■ **Aim of the exercise**: Across the entries that follow, how many lines have the word "markers" in them? Give only the number.

[Collected data]

▼▼▼

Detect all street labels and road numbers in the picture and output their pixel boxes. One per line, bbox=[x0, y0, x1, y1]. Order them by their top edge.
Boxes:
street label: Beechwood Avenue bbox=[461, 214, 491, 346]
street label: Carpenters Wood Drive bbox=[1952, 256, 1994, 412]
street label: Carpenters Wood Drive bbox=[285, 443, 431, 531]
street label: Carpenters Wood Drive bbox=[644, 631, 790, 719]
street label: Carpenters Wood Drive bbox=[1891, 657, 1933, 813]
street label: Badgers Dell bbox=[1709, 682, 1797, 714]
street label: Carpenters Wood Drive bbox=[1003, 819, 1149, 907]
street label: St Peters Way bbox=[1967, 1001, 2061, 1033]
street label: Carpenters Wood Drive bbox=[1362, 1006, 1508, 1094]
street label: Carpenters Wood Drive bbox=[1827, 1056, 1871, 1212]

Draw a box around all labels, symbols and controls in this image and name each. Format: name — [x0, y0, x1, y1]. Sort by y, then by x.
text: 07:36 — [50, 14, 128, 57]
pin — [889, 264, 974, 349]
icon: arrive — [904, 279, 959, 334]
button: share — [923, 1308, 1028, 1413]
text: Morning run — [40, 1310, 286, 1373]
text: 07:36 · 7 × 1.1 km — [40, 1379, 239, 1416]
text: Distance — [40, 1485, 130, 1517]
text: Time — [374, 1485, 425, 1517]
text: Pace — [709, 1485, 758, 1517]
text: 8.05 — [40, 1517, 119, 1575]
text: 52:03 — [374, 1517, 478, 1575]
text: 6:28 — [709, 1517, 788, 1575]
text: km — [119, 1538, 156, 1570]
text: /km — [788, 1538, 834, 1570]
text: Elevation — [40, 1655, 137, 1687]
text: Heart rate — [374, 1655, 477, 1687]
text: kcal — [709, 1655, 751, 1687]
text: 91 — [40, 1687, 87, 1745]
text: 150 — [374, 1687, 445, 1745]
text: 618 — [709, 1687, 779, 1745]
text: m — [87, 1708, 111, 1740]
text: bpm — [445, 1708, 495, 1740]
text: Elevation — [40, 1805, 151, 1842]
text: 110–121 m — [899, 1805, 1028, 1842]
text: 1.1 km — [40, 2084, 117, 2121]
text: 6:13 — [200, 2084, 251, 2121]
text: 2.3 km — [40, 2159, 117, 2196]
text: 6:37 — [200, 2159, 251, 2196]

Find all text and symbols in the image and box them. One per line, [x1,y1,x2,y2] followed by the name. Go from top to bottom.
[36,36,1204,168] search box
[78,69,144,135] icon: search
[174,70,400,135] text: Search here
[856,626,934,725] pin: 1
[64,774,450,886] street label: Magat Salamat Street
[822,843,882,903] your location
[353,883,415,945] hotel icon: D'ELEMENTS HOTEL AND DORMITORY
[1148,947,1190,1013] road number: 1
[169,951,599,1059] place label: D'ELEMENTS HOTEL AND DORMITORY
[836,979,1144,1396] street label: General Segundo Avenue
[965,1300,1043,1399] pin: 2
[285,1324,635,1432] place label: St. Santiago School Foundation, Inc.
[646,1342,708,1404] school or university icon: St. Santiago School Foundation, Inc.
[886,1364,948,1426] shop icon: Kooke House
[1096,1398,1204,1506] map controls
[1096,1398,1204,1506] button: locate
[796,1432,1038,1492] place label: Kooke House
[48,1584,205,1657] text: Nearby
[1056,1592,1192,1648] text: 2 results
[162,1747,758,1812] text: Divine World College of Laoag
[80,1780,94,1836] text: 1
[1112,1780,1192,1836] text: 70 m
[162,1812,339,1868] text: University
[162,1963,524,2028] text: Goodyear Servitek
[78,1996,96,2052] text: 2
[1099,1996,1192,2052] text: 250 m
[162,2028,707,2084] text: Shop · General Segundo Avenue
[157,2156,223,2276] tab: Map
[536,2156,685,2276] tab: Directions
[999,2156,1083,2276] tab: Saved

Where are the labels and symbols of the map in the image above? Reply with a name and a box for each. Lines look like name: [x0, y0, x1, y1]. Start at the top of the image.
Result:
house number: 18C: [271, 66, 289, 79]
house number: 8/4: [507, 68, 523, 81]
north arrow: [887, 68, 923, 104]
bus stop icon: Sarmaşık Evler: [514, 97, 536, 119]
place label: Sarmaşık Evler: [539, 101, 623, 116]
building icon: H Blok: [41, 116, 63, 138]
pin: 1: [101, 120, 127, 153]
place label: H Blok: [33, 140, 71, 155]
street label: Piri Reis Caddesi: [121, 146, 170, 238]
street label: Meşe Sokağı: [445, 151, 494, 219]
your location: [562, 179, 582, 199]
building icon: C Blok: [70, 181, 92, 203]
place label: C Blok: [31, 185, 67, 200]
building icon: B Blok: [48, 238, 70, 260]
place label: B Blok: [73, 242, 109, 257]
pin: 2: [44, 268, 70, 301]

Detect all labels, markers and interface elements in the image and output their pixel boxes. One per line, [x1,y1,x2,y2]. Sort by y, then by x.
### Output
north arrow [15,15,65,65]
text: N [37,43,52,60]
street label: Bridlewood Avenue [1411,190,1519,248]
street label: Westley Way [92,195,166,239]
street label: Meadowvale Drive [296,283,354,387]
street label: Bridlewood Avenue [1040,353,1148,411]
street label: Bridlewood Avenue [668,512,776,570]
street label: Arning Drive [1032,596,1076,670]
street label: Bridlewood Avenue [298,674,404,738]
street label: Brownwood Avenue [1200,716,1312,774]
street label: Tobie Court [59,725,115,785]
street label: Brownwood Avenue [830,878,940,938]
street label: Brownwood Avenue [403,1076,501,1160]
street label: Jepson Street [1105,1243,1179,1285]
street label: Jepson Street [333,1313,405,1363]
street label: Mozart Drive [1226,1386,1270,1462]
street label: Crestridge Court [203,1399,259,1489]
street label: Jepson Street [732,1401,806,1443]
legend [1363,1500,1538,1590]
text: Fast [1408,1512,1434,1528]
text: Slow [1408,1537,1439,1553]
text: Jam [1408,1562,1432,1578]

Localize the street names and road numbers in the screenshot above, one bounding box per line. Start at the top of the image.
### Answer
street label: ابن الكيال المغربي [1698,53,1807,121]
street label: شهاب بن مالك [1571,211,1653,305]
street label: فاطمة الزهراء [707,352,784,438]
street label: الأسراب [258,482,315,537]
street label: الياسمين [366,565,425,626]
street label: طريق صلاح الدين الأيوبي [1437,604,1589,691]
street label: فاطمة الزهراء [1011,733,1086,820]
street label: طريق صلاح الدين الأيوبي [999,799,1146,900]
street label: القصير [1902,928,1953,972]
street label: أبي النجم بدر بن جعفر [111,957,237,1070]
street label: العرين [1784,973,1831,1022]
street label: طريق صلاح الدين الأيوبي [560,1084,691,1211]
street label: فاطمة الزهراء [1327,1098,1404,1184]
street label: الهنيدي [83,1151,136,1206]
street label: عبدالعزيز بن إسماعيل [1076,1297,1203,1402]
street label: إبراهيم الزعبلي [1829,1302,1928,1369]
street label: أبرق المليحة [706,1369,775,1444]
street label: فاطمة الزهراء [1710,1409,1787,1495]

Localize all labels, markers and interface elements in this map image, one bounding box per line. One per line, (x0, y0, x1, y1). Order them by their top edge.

▲▲▲

■ **Exercise output**: 2